Con dos excepciones, la celda era como todas las demás que había visto en la cárcel. Las paredes eran de metal pintado de color pardusco, el suelo de cemento estaba sin revestir y el único mobiliario lo constituía una dura litera pegada a una de las paredes.

Lo que hacía excepcional a esta celda era el tamaño —al menos la anchura doble de una celda normal— y la presencia de la máquina que se llevaba buena parte del espacio de la pared opuesta.

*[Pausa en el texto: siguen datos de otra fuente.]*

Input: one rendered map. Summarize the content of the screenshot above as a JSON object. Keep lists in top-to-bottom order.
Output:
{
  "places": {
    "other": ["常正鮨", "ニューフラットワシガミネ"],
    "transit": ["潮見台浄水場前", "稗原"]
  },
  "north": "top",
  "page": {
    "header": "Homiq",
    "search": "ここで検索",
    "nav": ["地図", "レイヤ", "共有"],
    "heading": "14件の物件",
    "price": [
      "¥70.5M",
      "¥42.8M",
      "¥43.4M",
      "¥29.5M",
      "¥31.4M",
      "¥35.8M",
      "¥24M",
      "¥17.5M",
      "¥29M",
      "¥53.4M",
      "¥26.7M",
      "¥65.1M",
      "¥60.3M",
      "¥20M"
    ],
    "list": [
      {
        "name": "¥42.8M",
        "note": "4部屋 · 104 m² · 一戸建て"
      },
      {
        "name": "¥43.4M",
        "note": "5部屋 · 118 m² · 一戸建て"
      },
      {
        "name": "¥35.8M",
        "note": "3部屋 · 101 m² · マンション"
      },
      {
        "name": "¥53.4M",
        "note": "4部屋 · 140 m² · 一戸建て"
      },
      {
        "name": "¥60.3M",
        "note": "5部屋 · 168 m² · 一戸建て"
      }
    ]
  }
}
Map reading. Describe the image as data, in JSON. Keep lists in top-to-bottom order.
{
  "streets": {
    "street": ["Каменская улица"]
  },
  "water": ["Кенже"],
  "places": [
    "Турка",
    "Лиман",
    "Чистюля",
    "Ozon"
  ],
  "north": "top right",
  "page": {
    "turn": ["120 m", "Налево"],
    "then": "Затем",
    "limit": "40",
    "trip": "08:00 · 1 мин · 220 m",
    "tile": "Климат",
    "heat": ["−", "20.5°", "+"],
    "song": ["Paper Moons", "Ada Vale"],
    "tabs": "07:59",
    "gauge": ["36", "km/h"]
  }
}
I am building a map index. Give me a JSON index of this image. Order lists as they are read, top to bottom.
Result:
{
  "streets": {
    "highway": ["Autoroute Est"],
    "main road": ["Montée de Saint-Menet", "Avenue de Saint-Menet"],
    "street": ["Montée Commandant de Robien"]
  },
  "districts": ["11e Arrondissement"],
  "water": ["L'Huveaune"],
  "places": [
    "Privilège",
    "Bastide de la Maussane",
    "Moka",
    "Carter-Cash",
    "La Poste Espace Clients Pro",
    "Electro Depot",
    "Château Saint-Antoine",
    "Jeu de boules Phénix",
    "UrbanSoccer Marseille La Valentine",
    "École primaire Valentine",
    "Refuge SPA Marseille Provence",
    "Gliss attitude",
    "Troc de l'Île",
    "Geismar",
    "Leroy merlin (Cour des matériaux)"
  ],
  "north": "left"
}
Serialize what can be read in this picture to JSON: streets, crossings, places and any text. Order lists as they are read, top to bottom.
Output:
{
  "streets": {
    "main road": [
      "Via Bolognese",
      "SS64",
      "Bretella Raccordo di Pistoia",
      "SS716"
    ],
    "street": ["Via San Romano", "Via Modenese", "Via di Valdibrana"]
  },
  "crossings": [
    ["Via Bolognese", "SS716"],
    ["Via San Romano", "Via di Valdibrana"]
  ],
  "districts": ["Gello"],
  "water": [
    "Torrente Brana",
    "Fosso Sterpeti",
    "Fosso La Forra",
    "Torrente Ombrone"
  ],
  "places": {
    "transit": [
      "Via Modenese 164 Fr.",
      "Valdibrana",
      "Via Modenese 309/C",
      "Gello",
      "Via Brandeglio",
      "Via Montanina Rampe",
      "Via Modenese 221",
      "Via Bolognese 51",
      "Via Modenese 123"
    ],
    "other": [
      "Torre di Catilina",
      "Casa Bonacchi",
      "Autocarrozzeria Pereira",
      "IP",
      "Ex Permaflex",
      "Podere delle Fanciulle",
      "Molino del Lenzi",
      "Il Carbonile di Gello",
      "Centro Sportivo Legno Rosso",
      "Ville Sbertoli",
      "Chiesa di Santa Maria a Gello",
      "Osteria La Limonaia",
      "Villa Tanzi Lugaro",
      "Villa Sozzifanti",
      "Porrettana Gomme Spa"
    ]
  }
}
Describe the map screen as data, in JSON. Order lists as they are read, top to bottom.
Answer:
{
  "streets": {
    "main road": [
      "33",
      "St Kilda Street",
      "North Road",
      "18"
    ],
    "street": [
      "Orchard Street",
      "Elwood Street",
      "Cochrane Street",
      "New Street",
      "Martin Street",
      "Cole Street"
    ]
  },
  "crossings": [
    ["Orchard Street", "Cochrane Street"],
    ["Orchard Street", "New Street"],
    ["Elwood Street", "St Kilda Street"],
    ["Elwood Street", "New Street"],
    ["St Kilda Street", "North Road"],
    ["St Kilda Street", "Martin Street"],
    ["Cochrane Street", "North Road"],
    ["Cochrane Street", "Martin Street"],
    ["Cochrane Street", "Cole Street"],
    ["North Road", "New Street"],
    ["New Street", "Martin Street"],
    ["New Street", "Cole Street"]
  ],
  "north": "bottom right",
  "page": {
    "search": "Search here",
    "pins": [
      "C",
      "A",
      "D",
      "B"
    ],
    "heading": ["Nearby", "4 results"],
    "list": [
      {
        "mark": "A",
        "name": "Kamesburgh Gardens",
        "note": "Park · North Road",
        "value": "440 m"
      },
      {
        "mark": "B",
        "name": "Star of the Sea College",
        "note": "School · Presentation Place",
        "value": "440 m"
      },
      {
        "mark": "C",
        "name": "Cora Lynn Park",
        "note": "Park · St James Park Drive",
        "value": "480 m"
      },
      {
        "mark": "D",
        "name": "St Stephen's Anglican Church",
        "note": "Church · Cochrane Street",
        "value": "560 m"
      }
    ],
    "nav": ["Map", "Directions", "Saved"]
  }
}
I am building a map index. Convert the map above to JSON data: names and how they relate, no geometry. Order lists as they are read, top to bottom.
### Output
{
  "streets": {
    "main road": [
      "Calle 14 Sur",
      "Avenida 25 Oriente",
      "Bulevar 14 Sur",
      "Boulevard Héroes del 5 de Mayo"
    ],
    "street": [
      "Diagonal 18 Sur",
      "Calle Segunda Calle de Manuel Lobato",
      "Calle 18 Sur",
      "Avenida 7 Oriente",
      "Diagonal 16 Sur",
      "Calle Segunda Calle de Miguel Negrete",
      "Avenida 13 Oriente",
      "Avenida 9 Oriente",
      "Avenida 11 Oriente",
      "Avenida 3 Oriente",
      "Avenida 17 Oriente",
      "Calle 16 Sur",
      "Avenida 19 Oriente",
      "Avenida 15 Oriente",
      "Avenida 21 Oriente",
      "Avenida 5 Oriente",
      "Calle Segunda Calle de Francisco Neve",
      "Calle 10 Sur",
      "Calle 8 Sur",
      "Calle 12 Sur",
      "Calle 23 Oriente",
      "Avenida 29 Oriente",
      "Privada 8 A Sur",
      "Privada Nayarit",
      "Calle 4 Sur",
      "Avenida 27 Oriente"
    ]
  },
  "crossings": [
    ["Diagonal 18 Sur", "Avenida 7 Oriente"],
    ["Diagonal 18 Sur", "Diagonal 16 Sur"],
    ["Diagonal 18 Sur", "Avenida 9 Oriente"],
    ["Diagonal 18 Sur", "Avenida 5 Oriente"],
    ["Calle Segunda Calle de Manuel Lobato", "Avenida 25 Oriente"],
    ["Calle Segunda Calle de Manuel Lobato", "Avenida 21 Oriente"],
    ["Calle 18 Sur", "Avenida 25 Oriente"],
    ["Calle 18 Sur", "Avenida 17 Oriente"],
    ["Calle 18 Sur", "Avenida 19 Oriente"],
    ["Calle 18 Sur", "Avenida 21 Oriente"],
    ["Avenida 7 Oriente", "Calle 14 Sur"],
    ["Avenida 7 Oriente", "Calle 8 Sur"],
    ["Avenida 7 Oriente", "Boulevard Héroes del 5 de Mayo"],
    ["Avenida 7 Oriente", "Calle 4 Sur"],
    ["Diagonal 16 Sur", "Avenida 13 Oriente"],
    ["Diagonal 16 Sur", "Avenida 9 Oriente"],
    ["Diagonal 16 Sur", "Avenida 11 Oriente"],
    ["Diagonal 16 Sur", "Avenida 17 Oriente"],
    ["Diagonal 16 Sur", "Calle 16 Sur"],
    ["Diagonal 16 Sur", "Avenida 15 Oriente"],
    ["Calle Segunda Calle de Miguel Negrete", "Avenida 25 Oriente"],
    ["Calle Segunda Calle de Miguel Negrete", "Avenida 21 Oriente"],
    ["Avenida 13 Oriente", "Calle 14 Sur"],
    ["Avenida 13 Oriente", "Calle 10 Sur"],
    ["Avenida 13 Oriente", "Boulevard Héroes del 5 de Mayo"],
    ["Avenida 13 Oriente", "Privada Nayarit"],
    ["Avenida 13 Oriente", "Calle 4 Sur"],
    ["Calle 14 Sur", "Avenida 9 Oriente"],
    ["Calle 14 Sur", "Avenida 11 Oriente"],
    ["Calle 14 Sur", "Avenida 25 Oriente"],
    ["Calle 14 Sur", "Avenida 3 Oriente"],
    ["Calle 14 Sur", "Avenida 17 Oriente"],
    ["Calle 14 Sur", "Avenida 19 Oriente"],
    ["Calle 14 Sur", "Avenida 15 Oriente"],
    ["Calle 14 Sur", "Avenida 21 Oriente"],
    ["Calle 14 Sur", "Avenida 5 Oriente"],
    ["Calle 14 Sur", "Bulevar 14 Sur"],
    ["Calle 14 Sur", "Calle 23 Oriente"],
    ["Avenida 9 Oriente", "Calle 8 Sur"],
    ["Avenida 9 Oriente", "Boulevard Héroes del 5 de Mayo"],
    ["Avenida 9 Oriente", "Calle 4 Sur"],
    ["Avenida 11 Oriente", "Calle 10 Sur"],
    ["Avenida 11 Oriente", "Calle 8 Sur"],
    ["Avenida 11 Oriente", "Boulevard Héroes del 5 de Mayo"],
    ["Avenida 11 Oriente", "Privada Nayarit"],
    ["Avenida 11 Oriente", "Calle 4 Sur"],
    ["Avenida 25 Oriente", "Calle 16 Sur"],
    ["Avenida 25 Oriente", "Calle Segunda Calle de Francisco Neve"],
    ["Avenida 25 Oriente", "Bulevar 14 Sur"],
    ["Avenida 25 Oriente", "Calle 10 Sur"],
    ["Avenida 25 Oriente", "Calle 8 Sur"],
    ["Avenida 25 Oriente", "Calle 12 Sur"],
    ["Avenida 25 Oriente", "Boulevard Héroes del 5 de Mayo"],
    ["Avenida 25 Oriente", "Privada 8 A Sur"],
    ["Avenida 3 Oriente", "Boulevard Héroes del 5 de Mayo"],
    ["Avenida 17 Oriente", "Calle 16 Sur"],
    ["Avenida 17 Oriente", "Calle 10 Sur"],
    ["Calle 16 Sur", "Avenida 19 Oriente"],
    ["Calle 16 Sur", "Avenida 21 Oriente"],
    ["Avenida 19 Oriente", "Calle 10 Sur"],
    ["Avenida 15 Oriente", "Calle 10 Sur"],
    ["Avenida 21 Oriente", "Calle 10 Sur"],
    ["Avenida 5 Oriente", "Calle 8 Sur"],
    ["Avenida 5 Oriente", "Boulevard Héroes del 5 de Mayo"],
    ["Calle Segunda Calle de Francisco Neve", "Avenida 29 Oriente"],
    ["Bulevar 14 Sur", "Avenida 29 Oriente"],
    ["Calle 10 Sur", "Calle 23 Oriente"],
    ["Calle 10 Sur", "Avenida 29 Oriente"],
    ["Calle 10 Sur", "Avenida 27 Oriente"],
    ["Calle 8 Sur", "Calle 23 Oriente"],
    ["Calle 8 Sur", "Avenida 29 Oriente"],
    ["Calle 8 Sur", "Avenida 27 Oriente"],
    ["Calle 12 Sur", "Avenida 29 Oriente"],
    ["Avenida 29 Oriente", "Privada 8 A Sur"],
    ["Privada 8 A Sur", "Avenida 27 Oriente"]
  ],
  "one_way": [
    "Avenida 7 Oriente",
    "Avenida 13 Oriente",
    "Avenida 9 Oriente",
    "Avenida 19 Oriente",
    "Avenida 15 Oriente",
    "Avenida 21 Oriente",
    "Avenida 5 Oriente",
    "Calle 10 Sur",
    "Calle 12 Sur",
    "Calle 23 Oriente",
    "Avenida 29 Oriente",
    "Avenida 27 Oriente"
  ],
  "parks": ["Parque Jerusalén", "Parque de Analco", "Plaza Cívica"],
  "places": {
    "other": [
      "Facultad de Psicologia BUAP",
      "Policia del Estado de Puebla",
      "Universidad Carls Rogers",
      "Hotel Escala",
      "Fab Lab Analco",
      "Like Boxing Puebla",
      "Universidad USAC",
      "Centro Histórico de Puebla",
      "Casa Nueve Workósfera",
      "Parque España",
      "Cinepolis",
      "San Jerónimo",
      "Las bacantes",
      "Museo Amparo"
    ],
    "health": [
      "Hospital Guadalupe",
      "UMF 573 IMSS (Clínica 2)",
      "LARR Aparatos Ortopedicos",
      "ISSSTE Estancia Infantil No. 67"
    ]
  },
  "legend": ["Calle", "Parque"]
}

La máquina ocupaba toda la altura del muro, llegando hasta cinco centímetros del techo. Relucía tenuemente a la chillona luz de la bombilla, sus lados metálicos deslucidos hasta una intensidad mate. El lado frente a Wentik estaba casi falto de rasgos, simplemente una pared metálica negra.

El científico se acercó a la máquina y puso una mano encima. Para su sorpresa la notó cálida, y vibraba casi imperceptiblemente bajo la punta de los dedos de Wentik.